Tsai Ing-wen offered a faint smile three years ago when a foreign visitor asked her if she was worried about Beijing’s military threat. “Of course. They will come straight to the Tamsui River to get me,” Taiwan’s president said, referring to Chinese plans to take over his country, which include capturing or killing its leaders.
After Tsai met with US House Speaker Nancy Pelosi last Wednesday, that scenario no longer seems so far-fetched. China responded to the trip by firing missiles at Taipei, scrambling fighter jets and simulating an assault on the island.
Beijing has accused Tsai of plotting Taiwan’s independence while Wang Yi, China’s foreign minister, denounced her as an “unworthy scion” of the Chinese nation.

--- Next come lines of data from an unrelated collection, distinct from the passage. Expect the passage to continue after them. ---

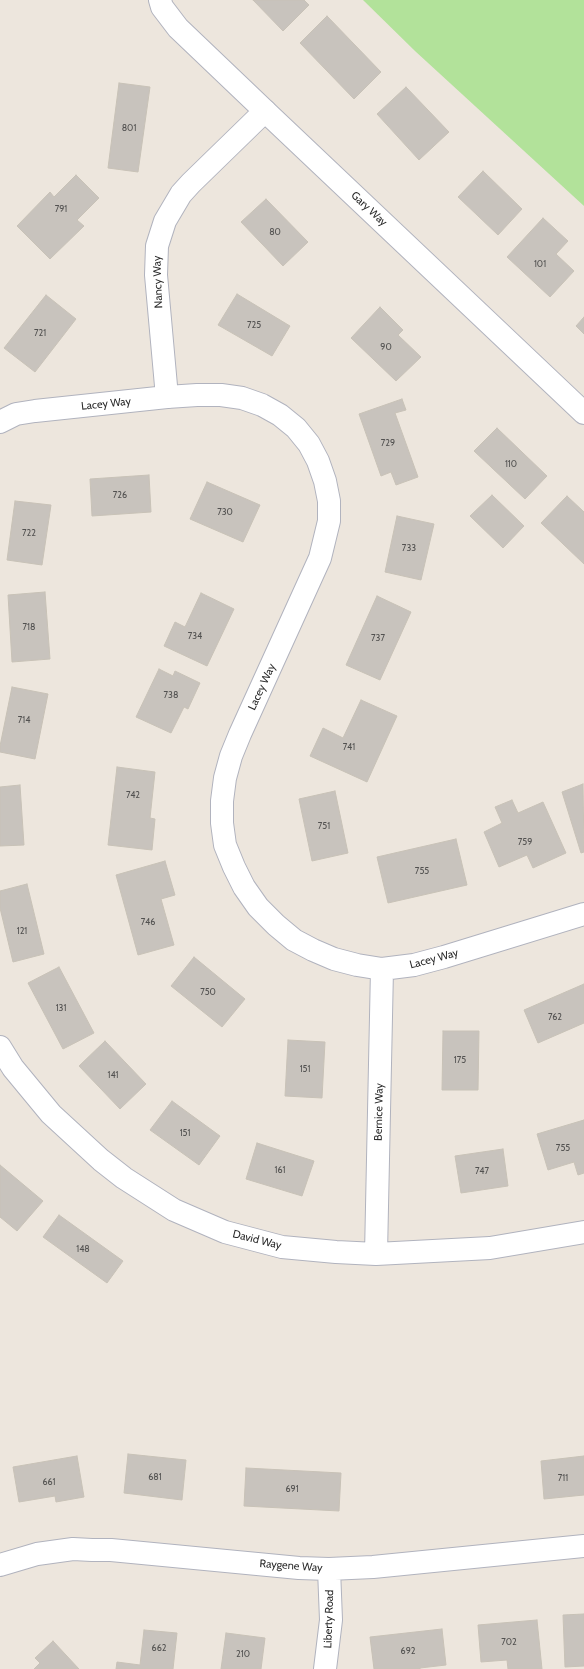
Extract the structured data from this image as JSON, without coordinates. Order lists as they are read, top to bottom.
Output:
{
  "streets": {
    "street": [
      "Gary Way",
      "Nancy Way",
      "Lacey Way",
      "Bernice Way",
      "David Way",
      "Raygene Way",
      "Liberty Road"
    ]
  },
  "crossings": [
    ["Gary Way", "Nancy Way"],
    ["Nancy Way", "Lacey Way"],
    ["Lacey Way", "Bernice Way"],
    ["Bernice Way", "David Way"],
    ["Raygene Way", "Liberty Road"]
  ],
  "house_numbers": [
    "801",
    "791",
    "80",
    "101",
    "725",
    "721",
    "90",
    "729",
    "110",
    "726",
    "730",
    "722",
    "733",
    "718",
    "734",
    "737",
    "738",
    "714",
    "741",
    "742",
    "751",
    "759",
    "755",
    "746",
    "121",
    "750",
    "131",
    "762",
    "175",
    "151",
    "141",
    "151",
    "755",
    "161",
    "747",
    "148",
    "681",
    "711",
    "661",
    "691",
    "702",
    "662",
    "692",
    "210"
  ]
}
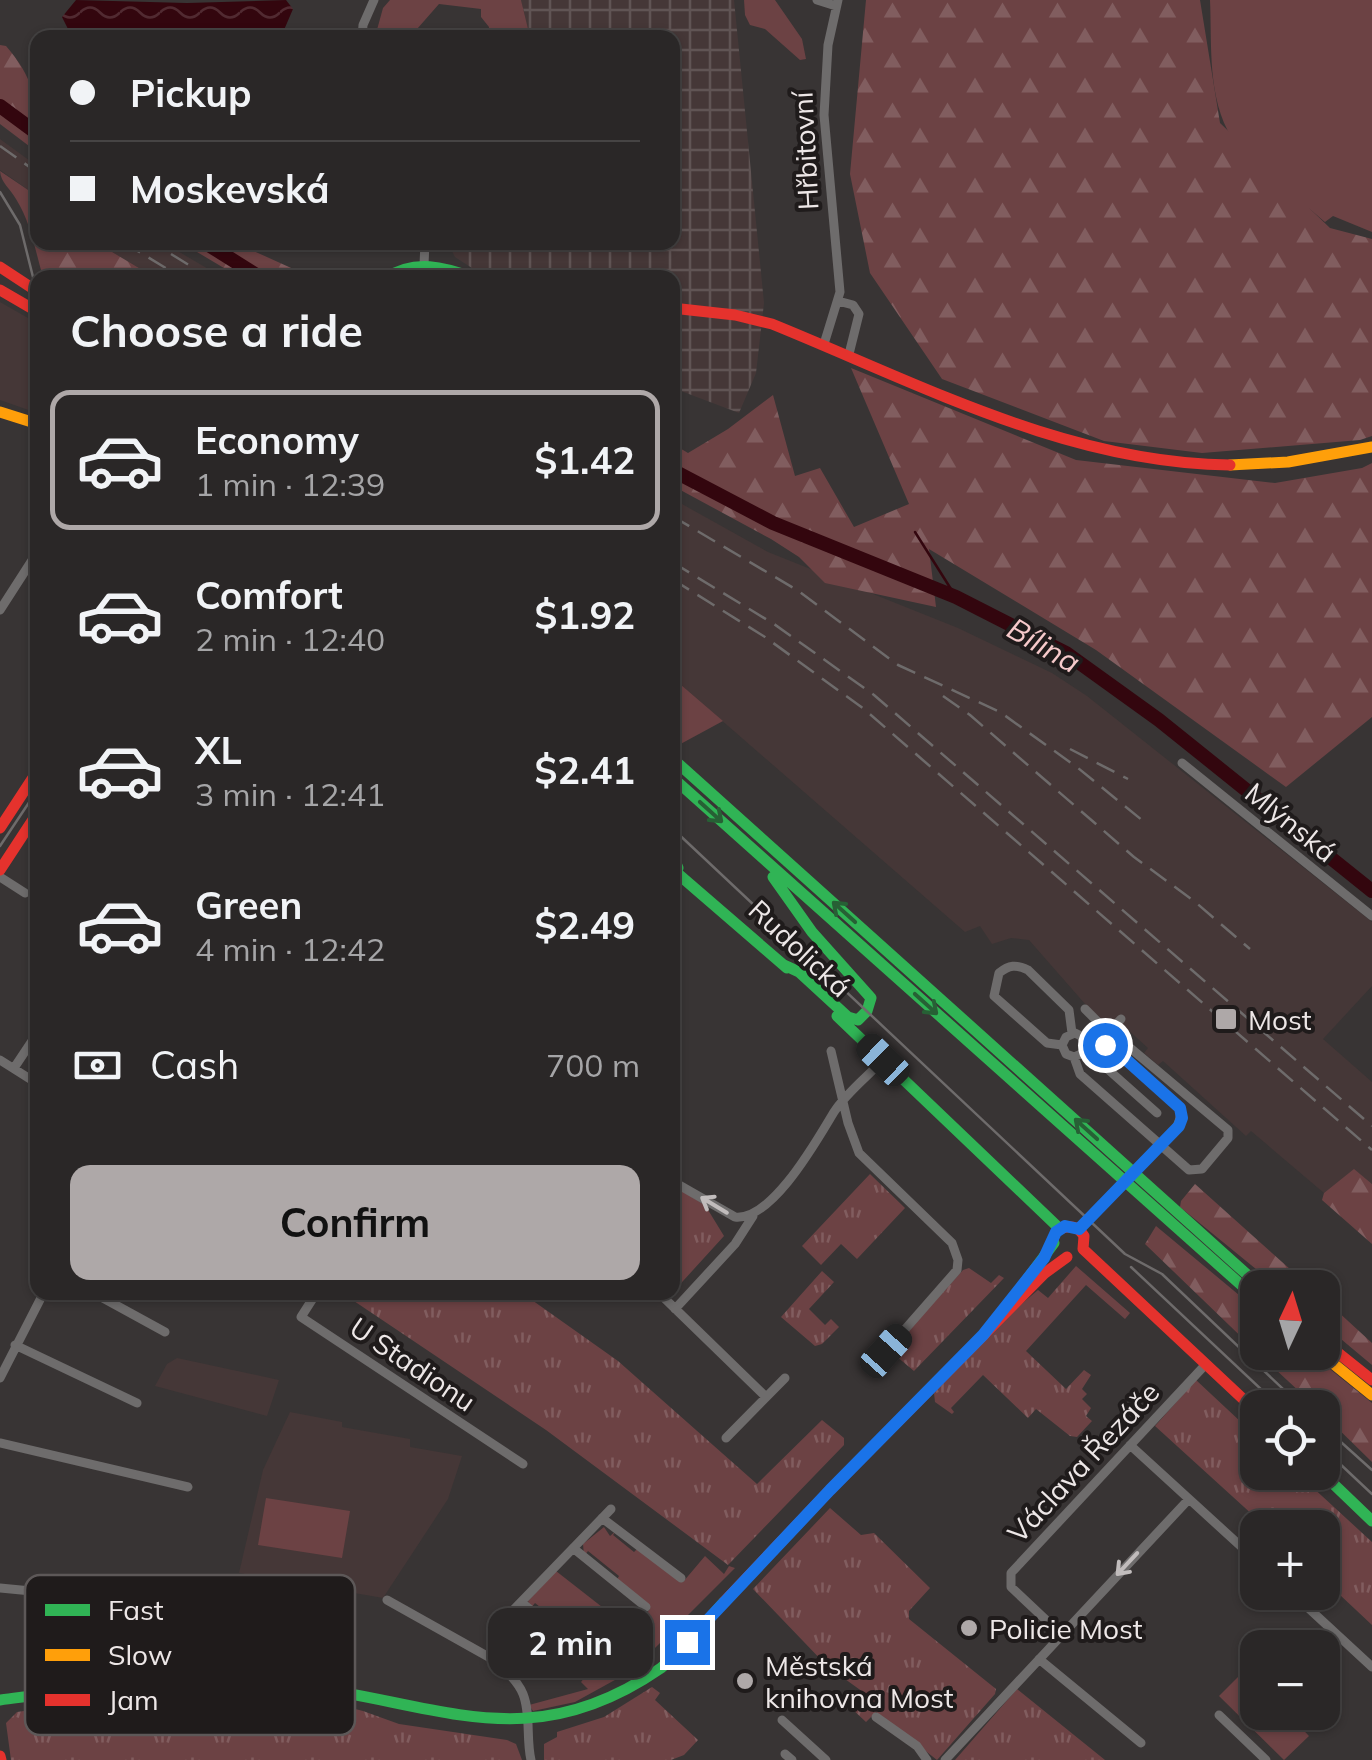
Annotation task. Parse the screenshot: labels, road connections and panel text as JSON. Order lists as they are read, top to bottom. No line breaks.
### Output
{"streets":{"main road":["Rudolická"],"street":["Hřbitovní","Mlýnská","U Stadionu","Václava Řezáče"]},"water":["Bílina"],"places":{"transit":["Most"],"other":["Policie Most","Městská knihovna Most"]},"legend":["Fast","Slow","Jam"],"north":"top","page":{"banner":["Pickup","Moskevská"],"heading":"Choose a ride","list":[{"name":"Economy","note":"1 min · 12:39","value":"$1.42"},{"name":"Comfort","note":"2 min · 12:40","value":"$1.92"},{"name":"XL","note":"3 min · 12:41","value":"$2.41"},{"name":"Green","note":"4 min · 12:42","value":"$2.49"}],"pay":["Cash","700 m"],"buttons":"Confirm","map_buttons":["+","−"],"bubble":"2 min"}}
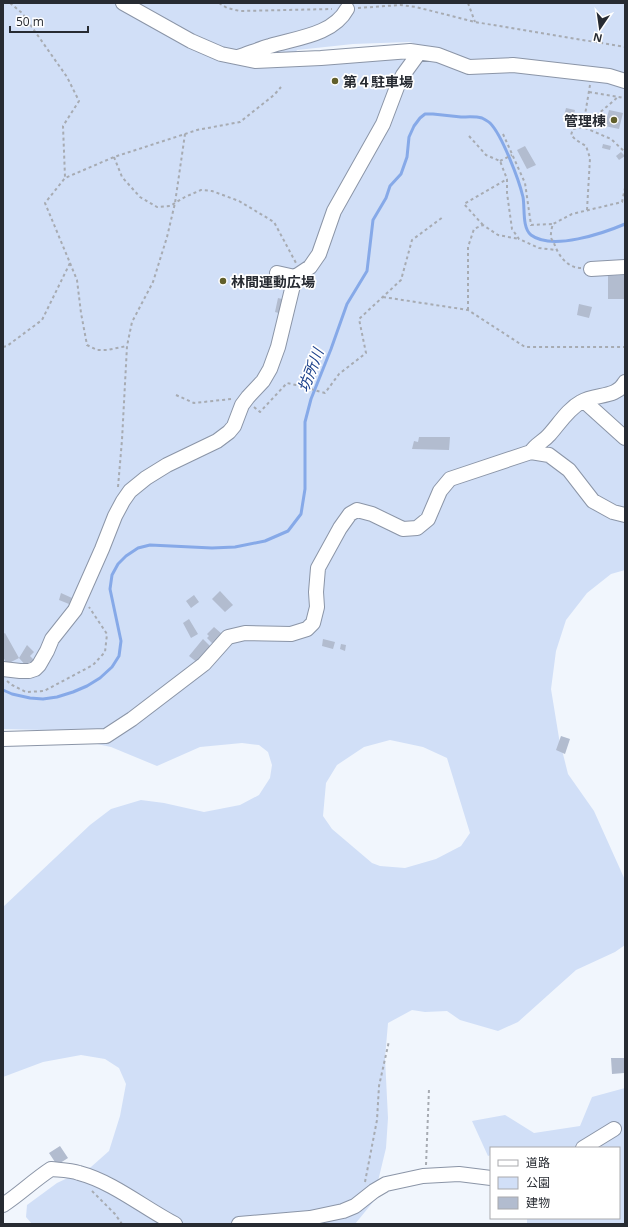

Tsai, however, is an unlikely target for such anger. Instead of a nationalist hothead, Taiwan’s first lady and first unmarried president is a soft-spoken 65-year-old who lives with her three dogs and two cats, and is a lawyer who cut her teeth helping to negotiate his country’s accession to World Trade. organization
Even now, after six years in power and as leader of the pro-independence Democratic Progressive party, Tsai has changed little from her days as a trade bureaucrat. “She’s a political moron, always studying things in great detail herself,” said a former aide.
Senior officials who have worked with Tsai said she avoided making rash decisions by seeking advice from a wide range of bureaucrats and scholars on any major policy.
“At party headquarters, when we were preparing bills for the legislature, what I questioned most was whether we had consulted enough people who disagreed with us,” recalled an official who worked closely with Tsai during your time as president of the DPP between 2008 and 2012. “If there is a key principle for her, it is balance.”
This approach has also dominated Tsai’s Chinese policy. When he began his first term in 2016, he sought to bridge the gap between China’s growing determination to bring the island closer and the Taiwanese public’s desire to remain an independent democracy.
In her opening speech, Tsai took a look back at semi-official talks in 1992 that had led to a period of cross-strait economic exchange. The new president said both sides “must value and maintain” the fruits of interaction and negotiations.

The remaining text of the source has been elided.